TASK DESCRIPTION: Report how many lines in the data below hold the string "none". Nothing else should appear in the answer.

[Items from a data source]
■ ■ ■
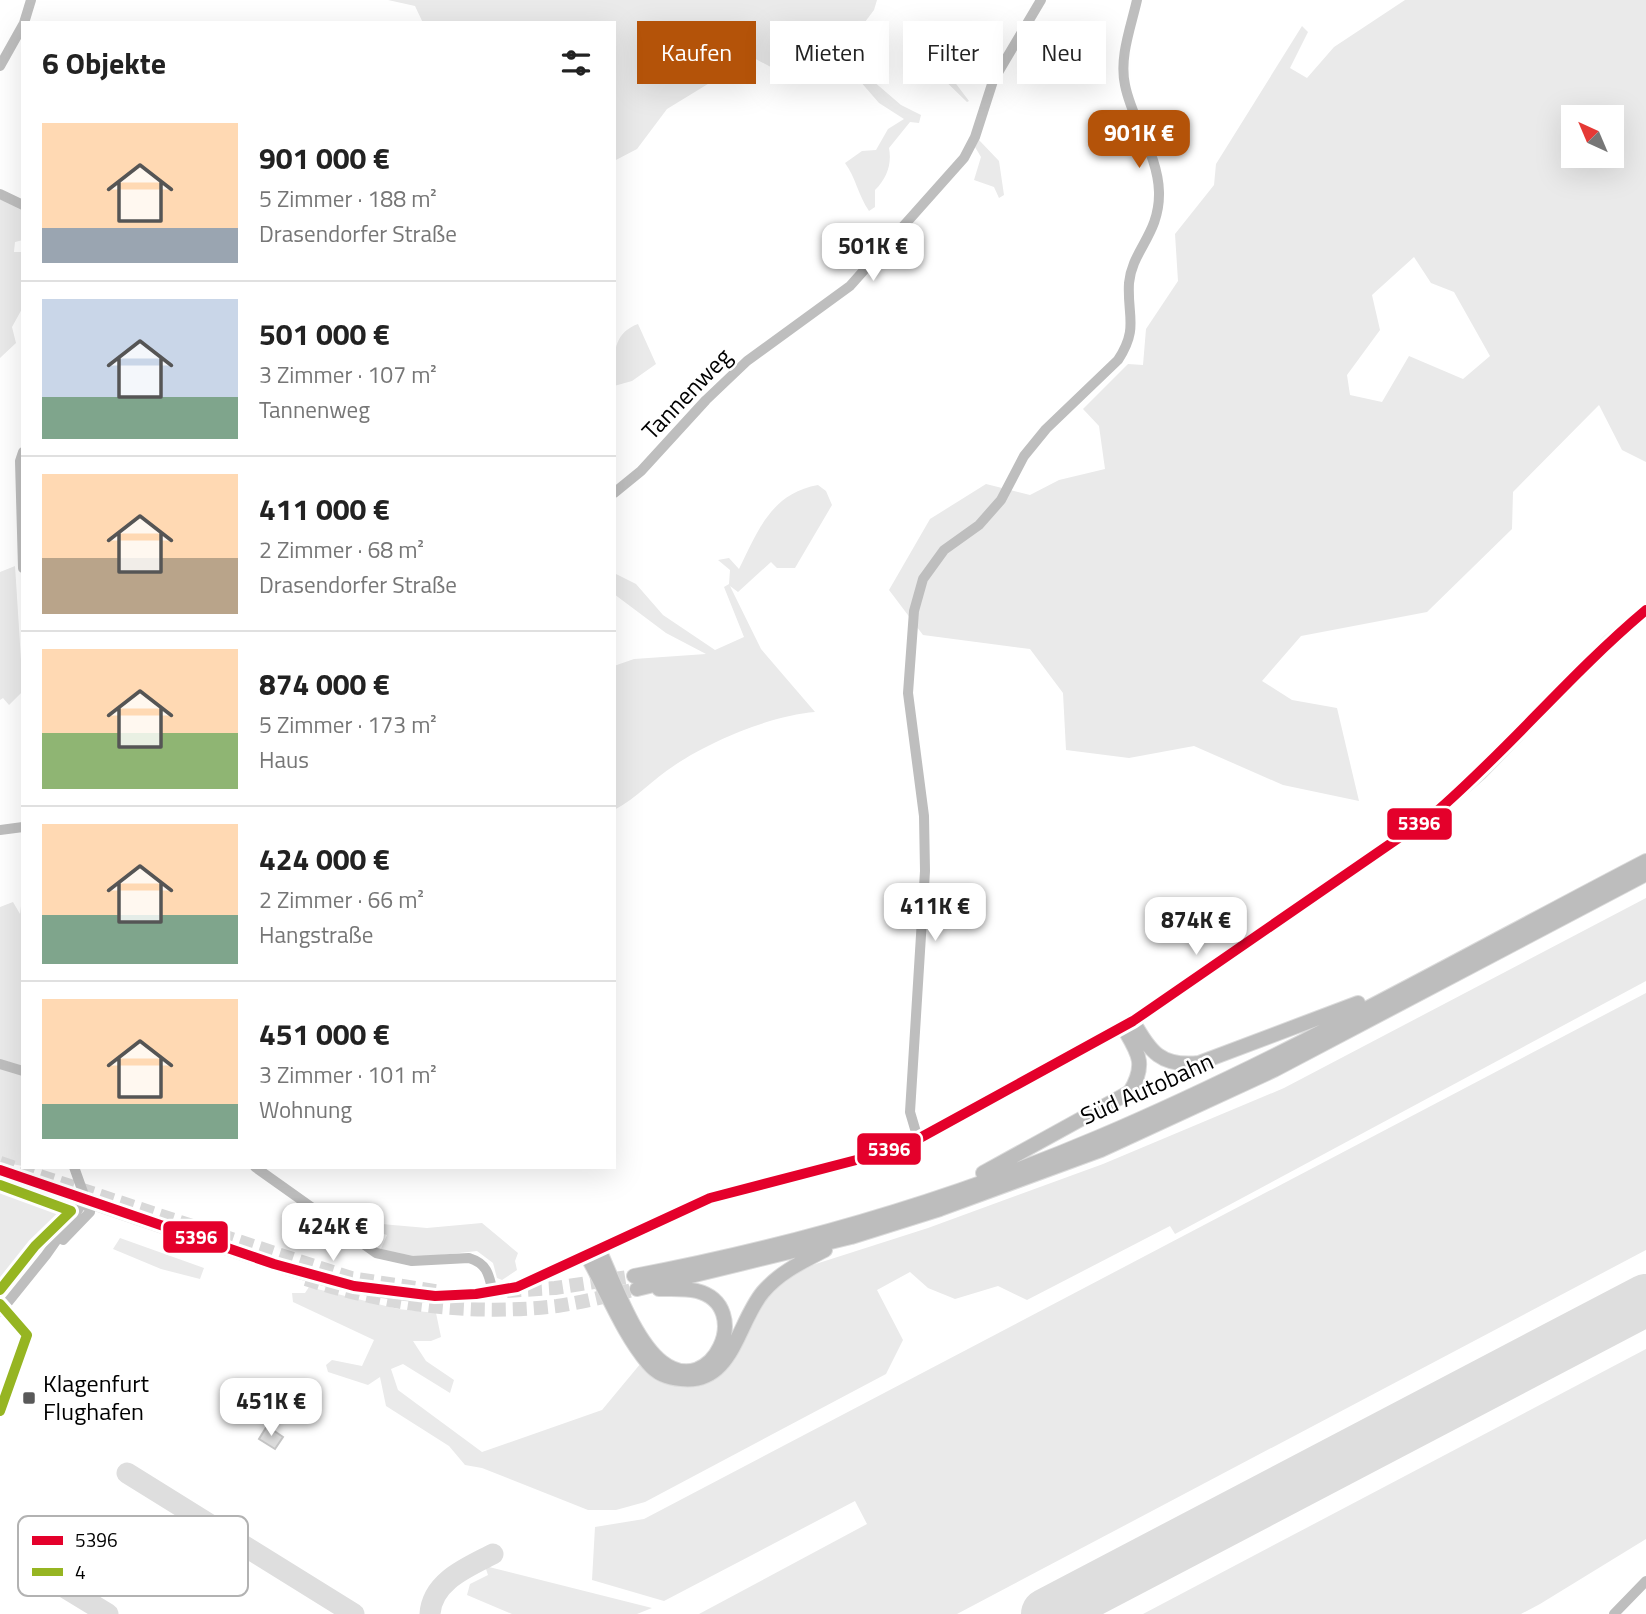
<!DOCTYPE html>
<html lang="de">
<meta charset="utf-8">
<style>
:root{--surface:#fff;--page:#f2f2f2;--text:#222;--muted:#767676;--line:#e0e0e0;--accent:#b45309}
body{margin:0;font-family:"Titillium Web",sans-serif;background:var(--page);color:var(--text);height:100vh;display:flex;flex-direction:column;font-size:26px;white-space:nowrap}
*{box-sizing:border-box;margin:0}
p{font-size:23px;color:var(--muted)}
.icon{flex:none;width:38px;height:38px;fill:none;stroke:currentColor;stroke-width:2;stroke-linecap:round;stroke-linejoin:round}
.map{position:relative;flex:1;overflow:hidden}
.side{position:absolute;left:21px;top:21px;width:595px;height:1148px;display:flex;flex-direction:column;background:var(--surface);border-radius:0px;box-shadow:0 7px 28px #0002}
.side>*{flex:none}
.guide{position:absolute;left:637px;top:21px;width:665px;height:63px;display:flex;gap:14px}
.needle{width:46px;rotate:316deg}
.controls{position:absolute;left:1561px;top:105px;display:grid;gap:14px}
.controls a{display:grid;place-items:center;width:63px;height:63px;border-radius:0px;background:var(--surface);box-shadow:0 7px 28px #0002;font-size:35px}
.price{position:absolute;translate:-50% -60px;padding:0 16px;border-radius:14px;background:#fff;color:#222;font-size:23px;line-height:46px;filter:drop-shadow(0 2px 4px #0008)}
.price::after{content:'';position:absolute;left:50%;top:42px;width:21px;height:16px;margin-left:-10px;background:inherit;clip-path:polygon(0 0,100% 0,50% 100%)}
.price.active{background:var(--accent);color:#fff}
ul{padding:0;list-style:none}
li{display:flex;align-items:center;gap:21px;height:175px;padding:0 21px}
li+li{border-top:2px solid var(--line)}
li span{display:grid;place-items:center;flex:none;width:196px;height:140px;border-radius:0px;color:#555}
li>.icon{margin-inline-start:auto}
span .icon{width:84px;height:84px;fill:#fffc;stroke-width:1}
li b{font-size:30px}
h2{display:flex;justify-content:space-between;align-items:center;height:84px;padding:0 21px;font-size:30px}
.tag{padding:0 24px;border-radius:0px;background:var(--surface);box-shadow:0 7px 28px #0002;font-size:24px;line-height:63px}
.tag.active{background:var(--accent);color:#fff}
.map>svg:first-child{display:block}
.green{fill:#eaeaea;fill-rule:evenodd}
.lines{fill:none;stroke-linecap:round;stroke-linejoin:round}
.taxiway{stroke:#dedede;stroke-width:21}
.runway{stroke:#dedede;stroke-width:52}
.building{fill:#ddd;stroke:#c5c5c5;stroke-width:2}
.highway-tunnel{stroke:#d9d9d9;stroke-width:14;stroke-dasharray:14 7;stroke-linecap:butt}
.major-casing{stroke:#dbdbdb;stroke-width:14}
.highway-casing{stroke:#dbdbdb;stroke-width:16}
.minor{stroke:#bebebe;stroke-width:10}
.major{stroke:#bdbdbd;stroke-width:12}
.highway{stroke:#bdbdbd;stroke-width:14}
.bus-1-casing{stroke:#fff;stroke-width:16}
.bus-2-casing{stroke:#fff;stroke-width:16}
.bus-1{stroke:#e4002b;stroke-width:10}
.bus-2{stroke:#96b522;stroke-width:10}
.poi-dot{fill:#595959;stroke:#fff;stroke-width:2.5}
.labels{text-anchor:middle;stroke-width:5;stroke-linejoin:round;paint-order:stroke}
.street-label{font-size:24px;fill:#000;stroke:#fff}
.poi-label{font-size:24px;fill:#000;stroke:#fff;text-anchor:start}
.key{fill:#fff;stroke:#b2b2b2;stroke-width:2}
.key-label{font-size:19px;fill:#000}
.line-badge{stroke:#fff;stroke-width:2.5}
.badge-label{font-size:19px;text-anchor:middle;font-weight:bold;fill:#fff}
</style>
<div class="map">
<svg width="1646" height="1614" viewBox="0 0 1646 1614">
<rect width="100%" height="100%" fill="#fff"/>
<path class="green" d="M388,0H877L874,10L832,66L780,72L752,57L667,109L637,149L614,161V23H423L415,6Z
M1405,0H1646V462L1622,450L1599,405L1513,492L1512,529L1427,612L1301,636L1262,681L1292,700L1337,708L1359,801L1283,785L1194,746L1129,758L1066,750L1063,693L1030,649L923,635L889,590L930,519L986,484L1030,495L1059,480L1105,469L1099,426L1083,409L1128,364L1143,365L1146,329L1178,281L1175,234L1214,185L1216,164L1302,26L1308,32L1290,68L1307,78L1334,47ZM1573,117H1612V156H1573ZM1414,257L1431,283L1454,292L1490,356L1463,379L1409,356L1382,402L1350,395L1347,375L1380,330L1372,295Z
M904,41L938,60L969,101L967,102Z
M858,68L901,105L921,115L919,123L910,122L889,148C892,164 887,178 875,190V207L869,211C858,195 856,178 845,163L862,151L876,150L888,129L904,119L879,103L853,73Z
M979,140L999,161L1004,195L999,198L994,187L974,180L981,157L975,147Z
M0,199L23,208V240L15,242L14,252H23V307L12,327L16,343L0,358Z
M638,324L656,364L632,381L614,386C614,361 610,334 638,324Z
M818,485L826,491L832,505L795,568H777L771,562L738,592L730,586L761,649L815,712C773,715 710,741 675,765C653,779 637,798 614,810V666L634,659L706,654L666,633L614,594V573L636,584L663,615L715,650L744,637L724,587L729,584L730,570L718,560L729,558L739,569C758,530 772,493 818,485Z
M15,566L23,691L9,705L3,698L0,700V572Z
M23,890V1067L0,1061V907L13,902L20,914Z
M1646,898V981L1175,1234L1170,1226L1027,1300L998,1286L955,1299L928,1288L910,1272L877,1290L903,1340L886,1374L645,1502L616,1510H588L482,1468L465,1465L449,1446L386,1406L380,1377L368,1385L328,1372L326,1365L332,1360L362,1366L374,1340L293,1302L292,1293H305L309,1287L398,1309L436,1313L441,1337L431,1341H413L426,1361L454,1380L450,1393L403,1364L391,1369L398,1390L482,1452L602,1410L641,1363L721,1373L733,1361L766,1297L781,1281L800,1269L928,1228L1103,1164L1284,1088Z
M1646,993V1250L957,1614H699L867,1524L855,1501L664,1601L592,1580L595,1527L644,1519Z
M0,1068L23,1074V1166L0,1162Z
M0,1190L55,1207L58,1221L0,1295Z
M370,1223L427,1228L482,1223L518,1253L515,1261L517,1270L502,1280L497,1278L493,1263L477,1251L414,1258L380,1251L387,1235L365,1228Z
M120,1238L204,1268L200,1279L161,1269L113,1249Z
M1646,1349V1539L1540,1604L1521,1614H1143Z
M485,1566L652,1608L637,1614H512L467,1595L470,1584L488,1575Z"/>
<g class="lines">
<path class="taxiway" d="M127,1473L354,1614
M49,1578L108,1614
M430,1614C432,1581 468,1567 493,1554"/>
<path class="runway" d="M1047,1614L1646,1300"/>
</g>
<path class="building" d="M267,1426L283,1437L275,1449L259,1439Z"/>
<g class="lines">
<path class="highway-tunnel" d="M0,1163L351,1278L441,1292
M306,1279C386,1305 474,1316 557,1306C584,1302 611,1295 637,1289
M507,1291L555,1288L634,1276"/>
<defs>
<path id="major" d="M0,1170C65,1194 130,1216 196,1238C298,1273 408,1315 517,1287L710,1198L864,1158L918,1139L1133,1021L1435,813L1481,773L1609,641L1646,610"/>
<path id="highway" d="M1133,1021C1150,1052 1161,1067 1199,1063L1358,1003
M983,1173L1130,1092C1147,1063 1138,1053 1123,1027
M599,1250C614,1282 634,1340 662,1362C712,1401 755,1306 697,1291C685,1288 671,1289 659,1289
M587,1256C607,1291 622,1332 648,1363C657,1374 667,1378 681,1379C733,1385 737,1323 763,1292C780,1272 802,1262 825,1250
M634,1276C792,1246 951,1200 1099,1137C1287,1057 1465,955 1646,861
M637,1289L851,1237L940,1209L1101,1150L1274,1070L1646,874"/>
</defs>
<use href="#major" class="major-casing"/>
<use href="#highway" class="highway-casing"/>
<path class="minor" d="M24,23L31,0
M0,66L23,25
M0,194L23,205
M23,452L20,461L23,568
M614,493L641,471L706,400L747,361L850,286L964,158L975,137L993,81L1041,0
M0,830L23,827
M0,1064L23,1071
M918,1139L910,1112L925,871L924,816L908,693L914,611L923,579L944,550L979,525L1001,500L1024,456L1046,429L1118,360C1139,328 1127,316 1129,283C1132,250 1160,234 1159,192C1158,154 1132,121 1125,85C1119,57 1131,27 1137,0
M255,1167L376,1253L412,1261L469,1258C488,1264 489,1275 493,1293
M0,1177C21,1190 71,1194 65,1226
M63,1240L90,1212L74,1167
M0,1312L46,1255L84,1201
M1614,1614L1646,1581"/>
<use href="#major" class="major"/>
<use href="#highway" class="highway"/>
<defs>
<path id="bus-1" d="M0,1170L274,1264L354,1286L435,1296L476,1294L517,1287L710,1198L864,1158L918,1139L1133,1021L1435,813C1509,749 1571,673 1646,610"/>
<path id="bus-2" d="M0,1185L71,1211L35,1246L0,1290
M0,1304L27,1335L0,1411"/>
</defs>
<use href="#bus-1" class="bus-1-casing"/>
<use href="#bus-2" class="bus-2-casing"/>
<use href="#bus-1" class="bus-1"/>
<use href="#bus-2" class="bus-2"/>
</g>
<rect class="poi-dot" x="22" y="1391" width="14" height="14" rx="3.5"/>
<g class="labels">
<g class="street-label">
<text transform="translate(687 394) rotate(-46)" y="8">Tannenweg</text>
<text transform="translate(1147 1089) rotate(-24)" y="8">Süd Autobahn</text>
</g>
<g class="poi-label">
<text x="43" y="1392">Klagenfurt<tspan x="43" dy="28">Flughafen</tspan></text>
</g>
</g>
<rect x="18" y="1516" width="230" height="80" rx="10" class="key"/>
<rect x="32" y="1536" width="31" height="9" fill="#e4002b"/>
<rect x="32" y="1568" width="31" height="8" fill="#96b522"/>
<g class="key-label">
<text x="75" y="1547">5396</text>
<text x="75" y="1579">4</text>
</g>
<g class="line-badge">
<rect x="1386" y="807" width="67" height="34" rx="7" fill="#e4002b"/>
<rect x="856" y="1132" width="66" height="34" rx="7" fill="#e4002b"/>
<rect x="162" y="1220" width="67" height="34" rx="7" fill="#e4002b"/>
</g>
<g class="badge-label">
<text x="1419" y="830">5396</text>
<text x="889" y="1156">5396</text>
<text x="196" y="1244">5396</text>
</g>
</svg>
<div class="controls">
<a><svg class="needle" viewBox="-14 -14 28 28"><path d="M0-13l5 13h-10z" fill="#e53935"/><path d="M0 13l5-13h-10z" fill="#767676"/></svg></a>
</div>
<b class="price active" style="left:1139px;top:170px">901K €</b>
<b class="price" style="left:873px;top:283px">501K €</b>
<b class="price" style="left:935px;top:943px">411K €</b>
<b class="price" style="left:1196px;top:957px">874K €</b>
<b class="price" style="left:333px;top:1263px">424K €</b>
<b class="price" style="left:271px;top:1438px">451K €</b>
<div class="guide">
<a class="tag active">Kaufen</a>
<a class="tag">Mieten</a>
<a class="tag">Filter</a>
<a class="tag">Neu</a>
</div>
<section class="side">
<h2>6 Objekte<svg class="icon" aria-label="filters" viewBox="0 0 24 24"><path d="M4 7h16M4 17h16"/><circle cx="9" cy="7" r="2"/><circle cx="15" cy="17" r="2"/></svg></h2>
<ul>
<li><span style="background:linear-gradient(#ffd9b3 75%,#9aa5b1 0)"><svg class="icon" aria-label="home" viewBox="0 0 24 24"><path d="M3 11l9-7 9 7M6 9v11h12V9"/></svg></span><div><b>901 000 €</b><p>5 Zimmer · 188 m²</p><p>Drasendorfer Straße</p></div></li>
<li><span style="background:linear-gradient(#c9d6e8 70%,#7fa58c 0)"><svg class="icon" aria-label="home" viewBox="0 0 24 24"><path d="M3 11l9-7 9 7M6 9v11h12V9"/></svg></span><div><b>501 000 €</b><p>3 Zimmer · 107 m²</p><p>Tannenweg</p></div></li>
<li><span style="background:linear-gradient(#ffd9b3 60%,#b9a48a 0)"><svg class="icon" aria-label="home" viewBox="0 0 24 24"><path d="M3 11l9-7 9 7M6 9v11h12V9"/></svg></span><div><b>411 000 €</b><p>2 Zimmer · 68 m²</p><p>Drasendorfer Straße</p></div></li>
<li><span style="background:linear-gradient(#ffd9b3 60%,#8fb573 0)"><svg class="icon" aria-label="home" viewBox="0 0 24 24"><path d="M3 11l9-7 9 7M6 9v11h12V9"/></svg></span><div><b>874 000 €</b><p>5 Zimmer · 173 m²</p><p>Haus</p></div></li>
<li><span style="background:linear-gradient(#ffd9b3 65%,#7fa58c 0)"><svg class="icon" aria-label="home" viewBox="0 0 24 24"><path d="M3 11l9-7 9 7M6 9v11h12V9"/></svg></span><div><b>424 000 €</b><p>2 Zimmer · 66 m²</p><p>Hangstraße</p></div></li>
<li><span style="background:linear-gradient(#ffd9b3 75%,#7fa58c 0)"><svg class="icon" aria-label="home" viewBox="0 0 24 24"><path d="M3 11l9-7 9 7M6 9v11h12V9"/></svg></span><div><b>451 000 €</b><p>3 Zimmer · 101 m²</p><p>Wohnung</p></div></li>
</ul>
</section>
</div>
■ ■ ■
COMPLETED EXERCISE: 5